未だに此岸が魔王を務めることを気に入らない魔族もいる。その魔族が、ウィキッドに取り込まれているのだろう。

そういう魔族は、総じて血気盛んでわかりやすいのだが……。



――あの彼岸は、恐らく悪魔。なら、もうとっくに人間の大量虐殺をしていてもおかしくない筈……なのだが……。



考えれば考えるほど、得体のしれない存在だ。

だが、恐らく奴が戦いを仕掛けても、僕が勝つ。最悪、生け捕りにできないかもしれないが――。



そう思い直し、今日の学業に集中することにした。



◆◆◆◆◆◆◆◆◆◆◆◆◆◆◆◆◆◆◆◆



「次は……魔法論理学ですか……」

「嫌そうだな」

「そりゃそうですよ。一度、教師を完全に論破してしまったのですから」

マティ様が、苦い顔をする僕を見て笑う。

そう、あれは、この学園に入学して二月後のことだ。



元々、魔法論理学とは、精霊学の一種だった。魔法で例えるなら、火属性やら水属性やらが、精霊学やら数学やら、考古学やら。そして火属性の中でも、ファイヤーボールやら、ファイヤーアローが、精霊論理学や、魔法論理学。

一口に精霊学と言えども、かなり括りが広いのだ。


だからこそ、精霊学者は自分で精霊学者と名乗らない。精霊の生態に詳しい学者に、魔法について聞いたところで、答えられないだろう。その逆もしかり。

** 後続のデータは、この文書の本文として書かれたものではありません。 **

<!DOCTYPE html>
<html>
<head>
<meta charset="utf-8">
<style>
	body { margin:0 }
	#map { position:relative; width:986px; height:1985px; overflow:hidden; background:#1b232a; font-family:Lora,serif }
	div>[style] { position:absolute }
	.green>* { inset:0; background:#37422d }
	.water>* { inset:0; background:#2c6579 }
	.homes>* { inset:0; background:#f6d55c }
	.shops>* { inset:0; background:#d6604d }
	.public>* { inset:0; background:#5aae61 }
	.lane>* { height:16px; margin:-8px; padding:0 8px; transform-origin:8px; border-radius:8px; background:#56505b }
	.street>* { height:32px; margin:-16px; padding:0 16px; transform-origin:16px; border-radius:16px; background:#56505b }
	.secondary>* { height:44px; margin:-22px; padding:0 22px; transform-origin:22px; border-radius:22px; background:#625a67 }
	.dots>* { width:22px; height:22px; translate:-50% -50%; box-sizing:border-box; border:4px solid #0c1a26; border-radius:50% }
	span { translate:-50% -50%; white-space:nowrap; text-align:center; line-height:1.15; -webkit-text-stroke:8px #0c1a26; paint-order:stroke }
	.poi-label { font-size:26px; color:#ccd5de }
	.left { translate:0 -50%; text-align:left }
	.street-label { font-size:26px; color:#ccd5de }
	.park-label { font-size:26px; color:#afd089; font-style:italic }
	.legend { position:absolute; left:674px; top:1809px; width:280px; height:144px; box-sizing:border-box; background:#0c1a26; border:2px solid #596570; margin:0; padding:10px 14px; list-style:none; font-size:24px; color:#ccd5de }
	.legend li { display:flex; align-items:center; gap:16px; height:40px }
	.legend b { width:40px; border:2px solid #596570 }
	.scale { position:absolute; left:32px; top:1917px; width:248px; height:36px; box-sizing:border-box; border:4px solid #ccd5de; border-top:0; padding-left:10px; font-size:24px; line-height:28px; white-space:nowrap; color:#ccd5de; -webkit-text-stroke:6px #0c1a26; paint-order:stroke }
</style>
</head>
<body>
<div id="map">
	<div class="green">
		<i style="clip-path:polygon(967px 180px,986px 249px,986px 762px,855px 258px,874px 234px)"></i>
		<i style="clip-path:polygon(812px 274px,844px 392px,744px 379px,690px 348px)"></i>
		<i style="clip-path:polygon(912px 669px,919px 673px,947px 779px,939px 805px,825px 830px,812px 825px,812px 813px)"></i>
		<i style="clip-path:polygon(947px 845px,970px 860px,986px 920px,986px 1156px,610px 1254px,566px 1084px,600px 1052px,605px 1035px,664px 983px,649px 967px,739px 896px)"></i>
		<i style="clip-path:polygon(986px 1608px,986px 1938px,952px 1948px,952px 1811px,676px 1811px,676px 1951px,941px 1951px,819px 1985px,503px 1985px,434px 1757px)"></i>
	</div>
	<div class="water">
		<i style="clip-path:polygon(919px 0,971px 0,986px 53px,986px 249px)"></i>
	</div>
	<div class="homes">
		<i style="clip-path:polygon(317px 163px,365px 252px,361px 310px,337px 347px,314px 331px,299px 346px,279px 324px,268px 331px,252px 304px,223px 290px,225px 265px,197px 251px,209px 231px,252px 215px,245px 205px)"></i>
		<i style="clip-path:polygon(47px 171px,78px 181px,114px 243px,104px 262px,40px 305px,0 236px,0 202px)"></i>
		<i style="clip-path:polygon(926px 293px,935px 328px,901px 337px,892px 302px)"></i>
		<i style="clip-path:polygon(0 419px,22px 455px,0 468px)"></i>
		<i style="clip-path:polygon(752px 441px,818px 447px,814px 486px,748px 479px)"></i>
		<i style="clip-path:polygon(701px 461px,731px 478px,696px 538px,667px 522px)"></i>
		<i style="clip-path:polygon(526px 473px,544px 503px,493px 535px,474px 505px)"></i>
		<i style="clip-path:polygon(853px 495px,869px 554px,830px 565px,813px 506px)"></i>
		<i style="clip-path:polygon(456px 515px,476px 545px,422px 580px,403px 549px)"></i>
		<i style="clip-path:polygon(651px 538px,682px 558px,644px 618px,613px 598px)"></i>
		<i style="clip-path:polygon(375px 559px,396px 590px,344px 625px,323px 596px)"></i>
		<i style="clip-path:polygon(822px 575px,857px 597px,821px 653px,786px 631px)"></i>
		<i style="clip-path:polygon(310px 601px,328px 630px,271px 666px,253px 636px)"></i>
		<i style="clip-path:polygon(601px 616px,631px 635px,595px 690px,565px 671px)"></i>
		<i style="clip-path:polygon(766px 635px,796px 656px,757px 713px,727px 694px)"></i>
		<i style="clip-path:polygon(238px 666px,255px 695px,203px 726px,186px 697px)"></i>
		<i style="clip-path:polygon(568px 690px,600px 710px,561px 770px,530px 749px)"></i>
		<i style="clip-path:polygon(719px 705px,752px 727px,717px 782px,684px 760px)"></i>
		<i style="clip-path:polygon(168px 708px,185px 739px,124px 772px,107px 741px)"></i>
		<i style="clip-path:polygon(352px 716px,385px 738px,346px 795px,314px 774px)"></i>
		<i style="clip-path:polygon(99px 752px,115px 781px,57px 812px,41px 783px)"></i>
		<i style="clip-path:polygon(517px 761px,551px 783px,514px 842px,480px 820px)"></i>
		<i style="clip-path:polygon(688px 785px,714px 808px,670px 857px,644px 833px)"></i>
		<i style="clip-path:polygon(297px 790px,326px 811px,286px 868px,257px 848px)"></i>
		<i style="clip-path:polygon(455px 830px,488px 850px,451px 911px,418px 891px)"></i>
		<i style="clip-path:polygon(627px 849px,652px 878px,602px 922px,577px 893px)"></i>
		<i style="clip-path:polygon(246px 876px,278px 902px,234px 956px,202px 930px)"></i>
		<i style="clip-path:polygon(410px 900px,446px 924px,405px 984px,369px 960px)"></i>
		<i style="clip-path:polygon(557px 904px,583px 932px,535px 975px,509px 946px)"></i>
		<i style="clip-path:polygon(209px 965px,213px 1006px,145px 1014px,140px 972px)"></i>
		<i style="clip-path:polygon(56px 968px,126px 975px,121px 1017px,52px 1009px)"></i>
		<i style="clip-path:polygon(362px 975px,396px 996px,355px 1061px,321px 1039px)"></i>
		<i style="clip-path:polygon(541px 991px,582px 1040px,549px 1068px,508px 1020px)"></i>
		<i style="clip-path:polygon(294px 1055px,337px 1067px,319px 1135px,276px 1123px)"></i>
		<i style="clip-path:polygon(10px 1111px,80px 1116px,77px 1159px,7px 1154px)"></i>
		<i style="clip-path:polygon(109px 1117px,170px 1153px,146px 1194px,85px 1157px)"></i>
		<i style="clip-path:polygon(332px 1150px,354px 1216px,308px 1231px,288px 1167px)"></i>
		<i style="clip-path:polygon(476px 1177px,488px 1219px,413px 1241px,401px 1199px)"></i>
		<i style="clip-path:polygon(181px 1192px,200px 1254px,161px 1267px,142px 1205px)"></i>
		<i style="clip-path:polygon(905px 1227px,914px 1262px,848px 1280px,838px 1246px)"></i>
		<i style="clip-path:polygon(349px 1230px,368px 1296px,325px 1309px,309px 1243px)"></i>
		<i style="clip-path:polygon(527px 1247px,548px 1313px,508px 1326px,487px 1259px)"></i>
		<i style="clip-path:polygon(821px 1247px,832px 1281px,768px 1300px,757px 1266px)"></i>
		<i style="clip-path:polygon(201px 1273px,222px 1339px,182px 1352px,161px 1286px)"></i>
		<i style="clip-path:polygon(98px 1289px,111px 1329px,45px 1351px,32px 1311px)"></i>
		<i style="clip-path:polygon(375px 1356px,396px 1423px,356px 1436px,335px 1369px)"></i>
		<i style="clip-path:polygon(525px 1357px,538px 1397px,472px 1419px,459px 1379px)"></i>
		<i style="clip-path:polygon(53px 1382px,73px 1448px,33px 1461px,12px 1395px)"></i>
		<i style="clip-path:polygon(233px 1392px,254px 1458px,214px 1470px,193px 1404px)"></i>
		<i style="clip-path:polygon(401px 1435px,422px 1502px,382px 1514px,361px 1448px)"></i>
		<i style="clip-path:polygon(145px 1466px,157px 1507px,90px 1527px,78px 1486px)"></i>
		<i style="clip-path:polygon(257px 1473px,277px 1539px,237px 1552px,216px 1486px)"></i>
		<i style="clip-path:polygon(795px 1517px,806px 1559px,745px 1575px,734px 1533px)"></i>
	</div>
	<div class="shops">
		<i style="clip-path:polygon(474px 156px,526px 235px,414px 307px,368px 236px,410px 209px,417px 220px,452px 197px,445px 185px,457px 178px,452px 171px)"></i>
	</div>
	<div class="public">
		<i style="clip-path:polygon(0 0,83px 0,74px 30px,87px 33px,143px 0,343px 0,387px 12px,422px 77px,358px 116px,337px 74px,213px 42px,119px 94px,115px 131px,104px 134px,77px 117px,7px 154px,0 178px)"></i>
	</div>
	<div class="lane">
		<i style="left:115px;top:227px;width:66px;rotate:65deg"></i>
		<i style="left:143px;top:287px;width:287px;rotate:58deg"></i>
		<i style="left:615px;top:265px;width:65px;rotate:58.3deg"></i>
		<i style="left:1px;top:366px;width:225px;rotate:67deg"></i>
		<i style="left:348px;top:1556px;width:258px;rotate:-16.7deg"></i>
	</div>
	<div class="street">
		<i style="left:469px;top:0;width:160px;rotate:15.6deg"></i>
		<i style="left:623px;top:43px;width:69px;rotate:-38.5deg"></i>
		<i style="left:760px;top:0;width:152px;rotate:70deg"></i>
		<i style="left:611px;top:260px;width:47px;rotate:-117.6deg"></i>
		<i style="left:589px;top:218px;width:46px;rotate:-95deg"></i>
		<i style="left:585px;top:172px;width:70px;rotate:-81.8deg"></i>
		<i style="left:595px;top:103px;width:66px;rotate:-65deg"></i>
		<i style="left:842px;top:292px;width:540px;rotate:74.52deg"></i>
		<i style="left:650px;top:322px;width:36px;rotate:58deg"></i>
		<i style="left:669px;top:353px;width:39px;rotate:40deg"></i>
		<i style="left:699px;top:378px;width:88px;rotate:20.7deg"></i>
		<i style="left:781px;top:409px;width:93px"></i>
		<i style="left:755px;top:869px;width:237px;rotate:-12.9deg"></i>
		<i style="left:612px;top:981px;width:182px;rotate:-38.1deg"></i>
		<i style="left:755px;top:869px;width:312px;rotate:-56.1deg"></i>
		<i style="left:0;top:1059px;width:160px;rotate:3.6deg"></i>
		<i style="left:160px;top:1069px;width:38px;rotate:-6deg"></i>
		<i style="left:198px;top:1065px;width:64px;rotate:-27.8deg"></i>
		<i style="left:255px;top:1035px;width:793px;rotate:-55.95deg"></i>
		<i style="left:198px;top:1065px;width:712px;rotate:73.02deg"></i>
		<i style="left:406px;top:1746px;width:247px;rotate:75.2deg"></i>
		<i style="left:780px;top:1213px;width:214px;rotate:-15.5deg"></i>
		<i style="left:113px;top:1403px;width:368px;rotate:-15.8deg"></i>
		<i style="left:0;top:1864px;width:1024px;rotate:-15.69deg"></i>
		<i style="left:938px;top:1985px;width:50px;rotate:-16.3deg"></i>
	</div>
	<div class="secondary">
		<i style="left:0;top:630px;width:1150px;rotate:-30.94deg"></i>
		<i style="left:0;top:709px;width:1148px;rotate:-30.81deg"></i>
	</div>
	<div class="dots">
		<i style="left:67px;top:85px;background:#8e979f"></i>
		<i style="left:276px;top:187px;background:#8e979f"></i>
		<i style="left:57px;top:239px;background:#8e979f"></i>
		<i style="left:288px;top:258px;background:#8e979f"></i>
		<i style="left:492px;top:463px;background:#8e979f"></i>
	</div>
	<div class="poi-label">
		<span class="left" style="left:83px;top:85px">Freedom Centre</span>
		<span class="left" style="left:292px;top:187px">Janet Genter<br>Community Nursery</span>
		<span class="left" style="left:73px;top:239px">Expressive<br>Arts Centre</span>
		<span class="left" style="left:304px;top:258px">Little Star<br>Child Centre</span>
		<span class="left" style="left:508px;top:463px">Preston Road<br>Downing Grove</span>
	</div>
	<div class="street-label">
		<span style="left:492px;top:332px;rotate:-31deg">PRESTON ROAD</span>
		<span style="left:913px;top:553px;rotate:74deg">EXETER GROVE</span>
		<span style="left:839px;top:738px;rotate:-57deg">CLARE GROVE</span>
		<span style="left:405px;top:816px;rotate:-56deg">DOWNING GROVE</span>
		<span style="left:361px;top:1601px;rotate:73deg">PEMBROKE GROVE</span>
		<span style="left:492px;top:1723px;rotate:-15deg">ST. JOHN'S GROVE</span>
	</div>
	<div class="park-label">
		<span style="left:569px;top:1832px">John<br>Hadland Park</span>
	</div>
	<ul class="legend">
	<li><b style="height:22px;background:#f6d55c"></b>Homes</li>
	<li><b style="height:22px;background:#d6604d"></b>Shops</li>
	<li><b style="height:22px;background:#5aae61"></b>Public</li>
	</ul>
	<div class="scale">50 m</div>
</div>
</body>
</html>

しかし、皇月影が世界で一番天才だと言われるのは、まだ10歳前後で精霊学全てを研究し、久遠に大きな貢献をもたらしたからだ。


誰よりも精霊に愛された男と称された彼は、精霊から答えを聞いていた。そのため、精霊学全体に精通しているといっても過言ではない。……元々の地頭の良さも、天才と呼ばれる所以(ゆえん)だろうが。



そういう経緯かつ、それが正しいと他の研究者によって証明されたので、今は精霊学の説が正しいとされている。それでも精霊学がニッチなのは、完全に才能がものを言う世界であり、才能がない精霊学者はただの詐欺師だからだ。


僕はそれを知っているからこそ、精霊学から逸脱してしまった魔法論理学は正しくないと知っているのだ。



そういう事情を知っているのが顔に出ていたらしく、マティ様に指摘され、僕は正直に答えた。それを聞いたサティが驚き、サティの驚きの声を聴いた教師が怒気をたぎらせながら説明を求め――。僕が自分の考えを披露する羽目となったのだ。


研究者として、学園と言う教育機関で嘘八百を聞くとは思わなかった。――精霊の存在が、それだけ信用されていない、と言うのもあるだろうが。


それに動揺かつ、研究者特有の嫌悪感を必死に隠してきたが、マティ様にはすぐにばれた。ただそれだけではある。